• PROBLEM REQUIREMENTS: A line qualifies if it holds the string "service". Copy every qualifying line from the records.
++++ INFORMATION GIVEN
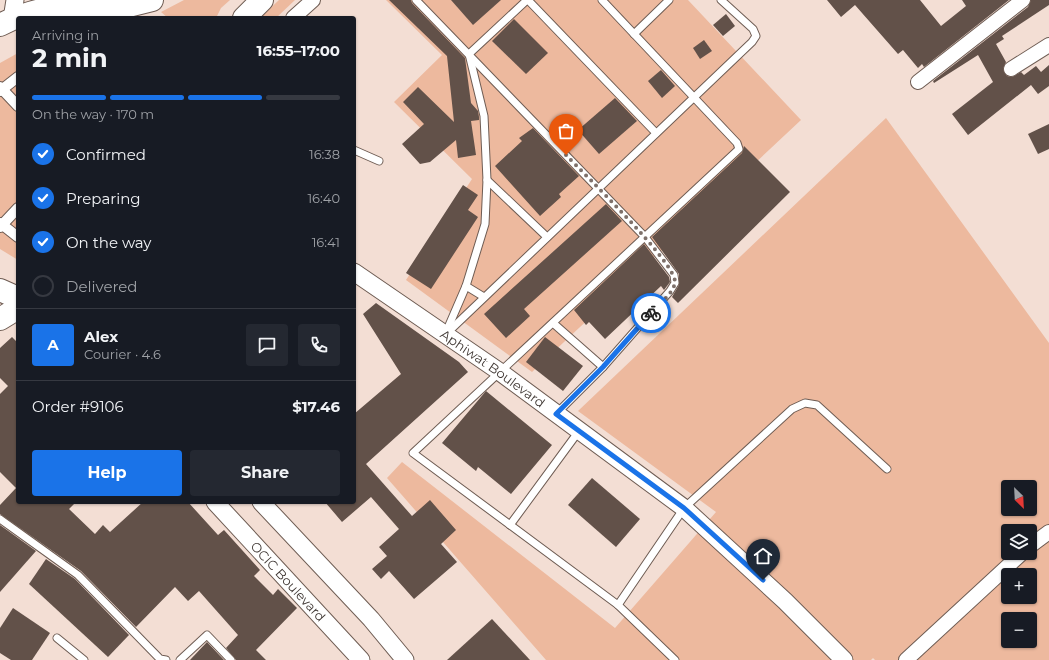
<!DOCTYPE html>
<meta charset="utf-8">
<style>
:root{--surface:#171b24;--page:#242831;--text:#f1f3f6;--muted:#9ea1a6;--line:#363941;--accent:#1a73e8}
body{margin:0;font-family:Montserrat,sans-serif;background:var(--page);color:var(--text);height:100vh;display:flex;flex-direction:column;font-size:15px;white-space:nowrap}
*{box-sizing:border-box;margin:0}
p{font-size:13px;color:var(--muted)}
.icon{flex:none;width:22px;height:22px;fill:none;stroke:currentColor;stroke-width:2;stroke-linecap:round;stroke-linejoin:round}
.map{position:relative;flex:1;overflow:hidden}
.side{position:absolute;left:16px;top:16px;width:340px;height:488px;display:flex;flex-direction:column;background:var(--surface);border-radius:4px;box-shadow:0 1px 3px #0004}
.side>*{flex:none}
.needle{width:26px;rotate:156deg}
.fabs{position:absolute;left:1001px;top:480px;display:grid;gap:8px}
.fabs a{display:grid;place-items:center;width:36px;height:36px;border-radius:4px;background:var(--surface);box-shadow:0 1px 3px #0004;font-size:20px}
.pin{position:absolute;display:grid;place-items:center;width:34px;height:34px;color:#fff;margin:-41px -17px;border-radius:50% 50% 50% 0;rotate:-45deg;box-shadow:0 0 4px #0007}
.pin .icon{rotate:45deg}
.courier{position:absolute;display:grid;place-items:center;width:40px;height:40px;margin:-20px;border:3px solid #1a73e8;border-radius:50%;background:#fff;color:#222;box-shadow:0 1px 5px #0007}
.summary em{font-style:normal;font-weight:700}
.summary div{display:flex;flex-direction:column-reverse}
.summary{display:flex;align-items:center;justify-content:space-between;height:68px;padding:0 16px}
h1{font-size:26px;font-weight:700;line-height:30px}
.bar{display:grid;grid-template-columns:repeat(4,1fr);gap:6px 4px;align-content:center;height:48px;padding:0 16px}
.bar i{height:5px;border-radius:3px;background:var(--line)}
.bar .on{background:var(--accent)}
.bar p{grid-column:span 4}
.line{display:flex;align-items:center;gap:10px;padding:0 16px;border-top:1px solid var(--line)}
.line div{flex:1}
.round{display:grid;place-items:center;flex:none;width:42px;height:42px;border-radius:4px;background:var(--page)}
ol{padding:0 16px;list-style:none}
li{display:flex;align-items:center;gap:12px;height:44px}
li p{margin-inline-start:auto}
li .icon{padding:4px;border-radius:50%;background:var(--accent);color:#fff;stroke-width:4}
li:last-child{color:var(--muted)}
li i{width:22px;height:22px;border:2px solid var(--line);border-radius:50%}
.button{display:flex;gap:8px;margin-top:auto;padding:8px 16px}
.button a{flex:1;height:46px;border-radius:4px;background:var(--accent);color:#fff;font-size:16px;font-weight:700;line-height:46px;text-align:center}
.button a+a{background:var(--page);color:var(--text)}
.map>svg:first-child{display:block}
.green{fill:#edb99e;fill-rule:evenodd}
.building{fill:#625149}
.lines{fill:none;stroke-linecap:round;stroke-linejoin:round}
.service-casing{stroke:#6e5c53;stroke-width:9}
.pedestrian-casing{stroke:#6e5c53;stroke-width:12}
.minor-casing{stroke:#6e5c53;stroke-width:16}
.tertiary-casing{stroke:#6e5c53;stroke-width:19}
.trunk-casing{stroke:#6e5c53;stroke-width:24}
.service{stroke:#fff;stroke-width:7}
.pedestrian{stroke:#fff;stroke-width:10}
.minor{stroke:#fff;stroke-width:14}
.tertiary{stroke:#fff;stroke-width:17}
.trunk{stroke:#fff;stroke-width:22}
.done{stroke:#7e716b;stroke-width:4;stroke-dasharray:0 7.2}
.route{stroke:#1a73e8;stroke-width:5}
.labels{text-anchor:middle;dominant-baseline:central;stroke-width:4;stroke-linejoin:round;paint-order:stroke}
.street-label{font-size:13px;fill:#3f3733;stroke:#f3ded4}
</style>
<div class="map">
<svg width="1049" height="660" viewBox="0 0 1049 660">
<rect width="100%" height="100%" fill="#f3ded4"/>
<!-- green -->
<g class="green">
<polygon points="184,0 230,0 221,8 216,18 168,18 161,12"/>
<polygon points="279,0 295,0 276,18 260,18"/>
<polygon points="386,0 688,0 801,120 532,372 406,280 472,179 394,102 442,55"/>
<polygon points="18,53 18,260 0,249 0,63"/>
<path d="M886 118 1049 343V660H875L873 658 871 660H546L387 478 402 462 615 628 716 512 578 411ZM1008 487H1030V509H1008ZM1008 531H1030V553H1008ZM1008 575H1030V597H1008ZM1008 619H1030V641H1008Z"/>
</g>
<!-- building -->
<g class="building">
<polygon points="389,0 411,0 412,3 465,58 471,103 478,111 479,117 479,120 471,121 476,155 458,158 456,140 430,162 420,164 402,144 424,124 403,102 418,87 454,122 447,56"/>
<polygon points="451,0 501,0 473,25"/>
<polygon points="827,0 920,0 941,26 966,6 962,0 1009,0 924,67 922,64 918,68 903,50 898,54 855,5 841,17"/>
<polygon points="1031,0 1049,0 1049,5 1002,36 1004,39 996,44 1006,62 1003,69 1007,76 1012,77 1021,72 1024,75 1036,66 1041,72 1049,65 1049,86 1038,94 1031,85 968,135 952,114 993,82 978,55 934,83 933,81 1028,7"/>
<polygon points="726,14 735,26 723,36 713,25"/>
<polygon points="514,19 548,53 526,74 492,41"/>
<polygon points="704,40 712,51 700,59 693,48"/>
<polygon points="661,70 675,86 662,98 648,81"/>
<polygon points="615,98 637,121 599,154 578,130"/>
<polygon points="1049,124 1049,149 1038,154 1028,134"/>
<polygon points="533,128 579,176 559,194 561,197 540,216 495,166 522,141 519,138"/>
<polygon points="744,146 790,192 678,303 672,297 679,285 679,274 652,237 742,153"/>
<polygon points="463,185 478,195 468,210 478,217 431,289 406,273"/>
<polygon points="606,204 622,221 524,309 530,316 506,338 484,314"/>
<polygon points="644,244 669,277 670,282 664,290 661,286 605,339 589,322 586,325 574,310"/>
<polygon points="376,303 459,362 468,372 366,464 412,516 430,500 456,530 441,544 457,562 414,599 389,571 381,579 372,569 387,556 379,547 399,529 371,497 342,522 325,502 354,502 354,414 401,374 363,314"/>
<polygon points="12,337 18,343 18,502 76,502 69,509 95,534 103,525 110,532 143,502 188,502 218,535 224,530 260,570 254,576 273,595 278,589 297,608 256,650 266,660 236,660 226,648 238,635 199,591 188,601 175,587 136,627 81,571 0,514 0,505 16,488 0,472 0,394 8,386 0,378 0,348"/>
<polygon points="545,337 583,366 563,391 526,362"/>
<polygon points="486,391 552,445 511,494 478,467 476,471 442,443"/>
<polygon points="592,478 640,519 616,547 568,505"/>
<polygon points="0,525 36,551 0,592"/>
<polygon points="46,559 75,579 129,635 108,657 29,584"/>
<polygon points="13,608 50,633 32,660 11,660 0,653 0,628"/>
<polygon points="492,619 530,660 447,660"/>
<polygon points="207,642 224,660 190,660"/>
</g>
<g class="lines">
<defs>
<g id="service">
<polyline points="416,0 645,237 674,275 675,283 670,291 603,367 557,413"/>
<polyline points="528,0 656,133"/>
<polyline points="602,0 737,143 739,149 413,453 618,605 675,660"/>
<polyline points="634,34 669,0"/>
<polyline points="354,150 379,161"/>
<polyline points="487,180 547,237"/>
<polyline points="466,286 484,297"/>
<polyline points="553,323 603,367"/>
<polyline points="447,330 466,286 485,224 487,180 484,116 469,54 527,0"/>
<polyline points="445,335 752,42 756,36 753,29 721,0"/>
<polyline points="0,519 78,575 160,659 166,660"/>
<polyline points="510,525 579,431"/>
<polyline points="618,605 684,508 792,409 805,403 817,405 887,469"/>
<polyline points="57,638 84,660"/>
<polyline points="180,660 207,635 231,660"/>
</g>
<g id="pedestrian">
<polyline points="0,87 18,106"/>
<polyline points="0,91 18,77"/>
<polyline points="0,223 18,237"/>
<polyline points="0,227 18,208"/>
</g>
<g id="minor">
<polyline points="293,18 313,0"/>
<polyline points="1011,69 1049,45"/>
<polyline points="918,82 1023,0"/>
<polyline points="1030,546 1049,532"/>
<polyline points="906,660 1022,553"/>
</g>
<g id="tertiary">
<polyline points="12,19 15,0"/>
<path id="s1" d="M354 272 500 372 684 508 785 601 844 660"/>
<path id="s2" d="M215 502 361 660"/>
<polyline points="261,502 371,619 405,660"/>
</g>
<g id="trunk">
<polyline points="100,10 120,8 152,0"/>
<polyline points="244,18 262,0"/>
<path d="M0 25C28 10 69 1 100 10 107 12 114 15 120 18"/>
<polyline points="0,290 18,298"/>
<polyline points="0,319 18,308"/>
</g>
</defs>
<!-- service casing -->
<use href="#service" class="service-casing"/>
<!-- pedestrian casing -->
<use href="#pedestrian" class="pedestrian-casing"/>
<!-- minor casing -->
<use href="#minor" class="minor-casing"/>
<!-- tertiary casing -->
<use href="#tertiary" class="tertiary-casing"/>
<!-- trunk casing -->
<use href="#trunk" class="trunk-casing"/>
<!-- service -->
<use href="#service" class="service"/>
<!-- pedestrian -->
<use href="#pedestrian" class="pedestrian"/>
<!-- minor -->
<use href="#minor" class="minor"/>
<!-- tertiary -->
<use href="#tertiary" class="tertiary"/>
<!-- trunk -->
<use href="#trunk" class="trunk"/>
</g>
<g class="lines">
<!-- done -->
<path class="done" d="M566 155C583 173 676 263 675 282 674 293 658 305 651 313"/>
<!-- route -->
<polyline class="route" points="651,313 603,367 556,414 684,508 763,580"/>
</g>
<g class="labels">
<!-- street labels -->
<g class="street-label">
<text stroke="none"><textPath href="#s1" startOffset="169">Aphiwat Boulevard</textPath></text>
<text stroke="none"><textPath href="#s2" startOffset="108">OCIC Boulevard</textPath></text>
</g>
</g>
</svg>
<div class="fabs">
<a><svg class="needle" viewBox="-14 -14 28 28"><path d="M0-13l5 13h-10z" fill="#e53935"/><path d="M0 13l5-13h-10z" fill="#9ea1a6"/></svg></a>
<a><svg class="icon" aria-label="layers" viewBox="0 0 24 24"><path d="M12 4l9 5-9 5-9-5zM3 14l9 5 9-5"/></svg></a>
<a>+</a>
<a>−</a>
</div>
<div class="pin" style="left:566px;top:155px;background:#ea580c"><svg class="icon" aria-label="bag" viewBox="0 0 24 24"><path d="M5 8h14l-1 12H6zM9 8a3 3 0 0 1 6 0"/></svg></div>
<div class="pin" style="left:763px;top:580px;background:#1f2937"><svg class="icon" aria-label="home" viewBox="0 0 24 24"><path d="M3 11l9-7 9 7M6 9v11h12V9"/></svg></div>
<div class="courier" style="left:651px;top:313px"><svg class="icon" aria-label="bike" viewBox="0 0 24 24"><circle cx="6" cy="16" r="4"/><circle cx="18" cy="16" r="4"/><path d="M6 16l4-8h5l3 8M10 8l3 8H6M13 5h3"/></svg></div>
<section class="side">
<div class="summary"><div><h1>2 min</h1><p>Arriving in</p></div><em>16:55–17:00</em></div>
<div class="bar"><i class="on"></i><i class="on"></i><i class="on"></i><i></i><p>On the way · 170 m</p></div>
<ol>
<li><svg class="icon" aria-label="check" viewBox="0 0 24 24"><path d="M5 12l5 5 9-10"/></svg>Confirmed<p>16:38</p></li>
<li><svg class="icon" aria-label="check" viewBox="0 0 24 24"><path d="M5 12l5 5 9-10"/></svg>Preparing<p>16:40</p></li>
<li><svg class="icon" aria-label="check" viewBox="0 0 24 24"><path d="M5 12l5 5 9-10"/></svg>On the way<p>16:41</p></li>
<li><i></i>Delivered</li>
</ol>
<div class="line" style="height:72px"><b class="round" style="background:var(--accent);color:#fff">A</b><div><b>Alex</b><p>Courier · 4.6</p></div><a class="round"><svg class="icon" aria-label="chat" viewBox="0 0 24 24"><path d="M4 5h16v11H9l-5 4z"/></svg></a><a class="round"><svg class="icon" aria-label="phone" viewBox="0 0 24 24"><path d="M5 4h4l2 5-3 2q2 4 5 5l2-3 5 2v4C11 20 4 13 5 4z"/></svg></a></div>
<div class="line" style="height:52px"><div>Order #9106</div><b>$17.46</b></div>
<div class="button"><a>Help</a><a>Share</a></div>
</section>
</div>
++++++++
• TASK ANSWER:
.service-casing{stroke:#6e5c53;stroke-width:9}
.service{stroke:#fff;stroke-width:7}
<g id="service">
<!-- service casing -->
<use href="#service" class="service-casing"/>
<!-- service -->
<use href="#service" class="service"/>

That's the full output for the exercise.